Task statement → Find where "I am building" appears in the entries below. That line and all lines after it, through the last, are to be duplicated exactly, with nothing else.

Items listed in a dataset →

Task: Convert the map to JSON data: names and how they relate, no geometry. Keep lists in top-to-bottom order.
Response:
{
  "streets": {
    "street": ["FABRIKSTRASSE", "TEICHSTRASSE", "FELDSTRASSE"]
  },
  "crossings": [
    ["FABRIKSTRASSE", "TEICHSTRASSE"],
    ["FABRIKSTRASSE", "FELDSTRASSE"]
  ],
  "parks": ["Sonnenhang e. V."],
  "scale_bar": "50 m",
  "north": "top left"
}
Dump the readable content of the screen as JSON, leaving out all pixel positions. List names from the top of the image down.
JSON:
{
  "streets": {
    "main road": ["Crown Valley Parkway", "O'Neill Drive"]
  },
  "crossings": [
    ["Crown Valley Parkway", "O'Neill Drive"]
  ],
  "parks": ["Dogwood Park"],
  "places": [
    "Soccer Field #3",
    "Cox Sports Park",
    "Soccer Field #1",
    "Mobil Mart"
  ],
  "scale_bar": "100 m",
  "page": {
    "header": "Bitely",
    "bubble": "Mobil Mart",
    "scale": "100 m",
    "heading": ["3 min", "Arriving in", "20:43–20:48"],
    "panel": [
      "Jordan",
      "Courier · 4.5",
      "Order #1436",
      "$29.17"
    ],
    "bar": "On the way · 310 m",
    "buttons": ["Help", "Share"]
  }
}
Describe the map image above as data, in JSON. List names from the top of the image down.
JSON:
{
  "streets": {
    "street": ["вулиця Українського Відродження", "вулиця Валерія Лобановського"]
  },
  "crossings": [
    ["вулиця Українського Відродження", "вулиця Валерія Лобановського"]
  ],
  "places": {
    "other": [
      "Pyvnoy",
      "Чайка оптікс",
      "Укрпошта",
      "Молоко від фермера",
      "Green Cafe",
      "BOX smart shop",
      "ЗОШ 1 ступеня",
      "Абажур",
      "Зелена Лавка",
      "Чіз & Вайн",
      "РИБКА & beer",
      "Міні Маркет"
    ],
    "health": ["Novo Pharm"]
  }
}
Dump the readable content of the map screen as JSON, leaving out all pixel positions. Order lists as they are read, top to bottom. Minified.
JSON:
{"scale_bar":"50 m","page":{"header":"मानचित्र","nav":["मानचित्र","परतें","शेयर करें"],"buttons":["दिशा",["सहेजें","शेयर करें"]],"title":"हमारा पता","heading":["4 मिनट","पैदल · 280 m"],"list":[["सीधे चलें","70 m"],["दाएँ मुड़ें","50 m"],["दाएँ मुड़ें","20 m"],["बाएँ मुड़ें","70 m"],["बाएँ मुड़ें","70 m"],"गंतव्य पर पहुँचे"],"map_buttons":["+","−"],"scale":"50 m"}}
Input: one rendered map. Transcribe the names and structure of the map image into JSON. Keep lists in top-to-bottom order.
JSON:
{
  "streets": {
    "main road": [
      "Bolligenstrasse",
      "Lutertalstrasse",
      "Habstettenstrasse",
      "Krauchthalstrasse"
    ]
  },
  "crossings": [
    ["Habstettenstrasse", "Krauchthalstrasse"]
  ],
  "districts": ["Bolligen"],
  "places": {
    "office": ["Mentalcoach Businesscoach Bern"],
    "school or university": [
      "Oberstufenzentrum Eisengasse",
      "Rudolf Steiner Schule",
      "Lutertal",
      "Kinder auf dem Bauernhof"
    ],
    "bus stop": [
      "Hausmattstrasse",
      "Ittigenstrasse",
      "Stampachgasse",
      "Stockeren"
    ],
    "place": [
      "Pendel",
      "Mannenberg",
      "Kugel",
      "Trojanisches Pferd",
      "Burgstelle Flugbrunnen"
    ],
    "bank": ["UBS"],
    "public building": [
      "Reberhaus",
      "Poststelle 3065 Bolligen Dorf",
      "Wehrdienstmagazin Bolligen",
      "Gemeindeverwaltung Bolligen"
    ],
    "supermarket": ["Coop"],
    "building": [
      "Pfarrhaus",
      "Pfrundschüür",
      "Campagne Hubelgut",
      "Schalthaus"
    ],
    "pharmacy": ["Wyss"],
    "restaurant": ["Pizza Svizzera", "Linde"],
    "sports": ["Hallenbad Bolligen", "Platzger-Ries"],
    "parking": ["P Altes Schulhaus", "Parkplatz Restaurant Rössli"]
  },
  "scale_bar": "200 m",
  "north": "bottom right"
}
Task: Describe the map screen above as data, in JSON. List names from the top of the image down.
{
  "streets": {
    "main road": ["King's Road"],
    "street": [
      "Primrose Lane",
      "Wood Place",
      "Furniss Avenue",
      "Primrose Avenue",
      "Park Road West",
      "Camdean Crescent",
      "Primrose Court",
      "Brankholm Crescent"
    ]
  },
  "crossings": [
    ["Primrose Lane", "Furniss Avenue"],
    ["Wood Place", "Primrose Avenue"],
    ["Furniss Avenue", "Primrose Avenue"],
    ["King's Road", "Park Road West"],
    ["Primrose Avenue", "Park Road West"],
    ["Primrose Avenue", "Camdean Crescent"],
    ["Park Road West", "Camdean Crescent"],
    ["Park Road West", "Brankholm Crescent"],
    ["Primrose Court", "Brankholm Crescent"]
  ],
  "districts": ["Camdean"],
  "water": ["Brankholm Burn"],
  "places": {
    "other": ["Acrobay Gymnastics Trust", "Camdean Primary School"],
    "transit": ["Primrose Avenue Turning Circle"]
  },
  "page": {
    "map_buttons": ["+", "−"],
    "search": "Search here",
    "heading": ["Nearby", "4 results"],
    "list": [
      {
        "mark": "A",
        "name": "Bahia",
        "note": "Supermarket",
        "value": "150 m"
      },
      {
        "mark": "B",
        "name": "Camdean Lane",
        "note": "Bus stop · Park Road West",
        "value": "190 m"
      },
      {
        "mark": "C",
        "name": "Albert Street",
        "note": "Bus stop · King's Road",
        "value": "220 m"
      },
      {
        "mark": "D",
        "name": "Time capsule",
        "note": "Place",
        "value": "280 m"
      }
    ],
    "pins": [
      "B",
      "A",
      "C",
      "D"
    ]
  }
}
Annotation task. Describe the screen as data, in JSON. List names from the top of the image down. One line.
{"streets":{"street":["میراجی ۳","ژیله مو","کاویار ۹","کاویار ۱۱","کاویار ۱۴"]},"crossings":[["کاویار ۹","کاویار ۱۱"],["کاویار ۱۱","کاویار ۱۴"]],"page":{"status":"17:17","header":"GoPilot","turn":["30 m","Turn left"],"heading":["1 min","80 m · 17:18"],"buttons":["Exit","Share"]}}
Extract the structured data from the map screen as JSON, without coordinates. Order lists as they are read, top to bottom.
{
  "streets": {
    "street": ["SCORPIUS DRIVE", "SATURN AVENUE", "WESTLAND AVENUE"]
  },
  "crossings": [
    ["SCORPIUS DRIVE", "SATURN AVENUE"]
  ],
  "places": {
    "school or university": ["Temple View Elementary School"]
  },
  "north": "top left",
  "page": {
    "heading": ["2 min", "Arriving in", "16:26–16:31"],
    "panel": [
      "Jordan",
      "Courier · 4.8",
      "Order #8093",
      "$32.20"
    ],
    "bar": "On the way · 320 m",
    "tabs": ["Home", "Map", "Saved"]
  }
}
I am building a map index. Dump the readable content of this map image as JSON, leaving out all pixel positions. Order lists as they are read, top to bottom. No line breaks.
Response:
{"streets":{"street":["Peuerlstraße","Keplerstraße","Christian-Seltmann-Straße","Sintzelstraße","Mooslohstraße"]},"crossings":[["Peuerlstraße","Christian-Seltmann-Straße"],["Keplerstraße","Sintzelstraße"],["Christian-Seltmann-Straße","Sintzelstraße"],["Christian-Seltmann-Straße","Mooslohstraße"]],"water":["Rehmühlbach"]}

The completed task →
I am building a map index. Dump the readable content of this map image as JSON, leaving out all pixel positions. Order lists as they are read, top to bottom. No line breaks.
Response:
{"streets":{"street":["Peuerlstraße","Keplerstraße","Christian-Seltmann-Straße","Sintzelstraße","Mooslohstraße"]},"crossings":[["Peuerlstraße","Christian-Seltmann-Straße"],["Keplerstraße","Sintzelstraße"],["Christian-Seltmann-Straße","Sintzelstraße"],["Christian-Seltmann-Straße","Mooslohstraße"]],"water":["Rehmühlbach"]}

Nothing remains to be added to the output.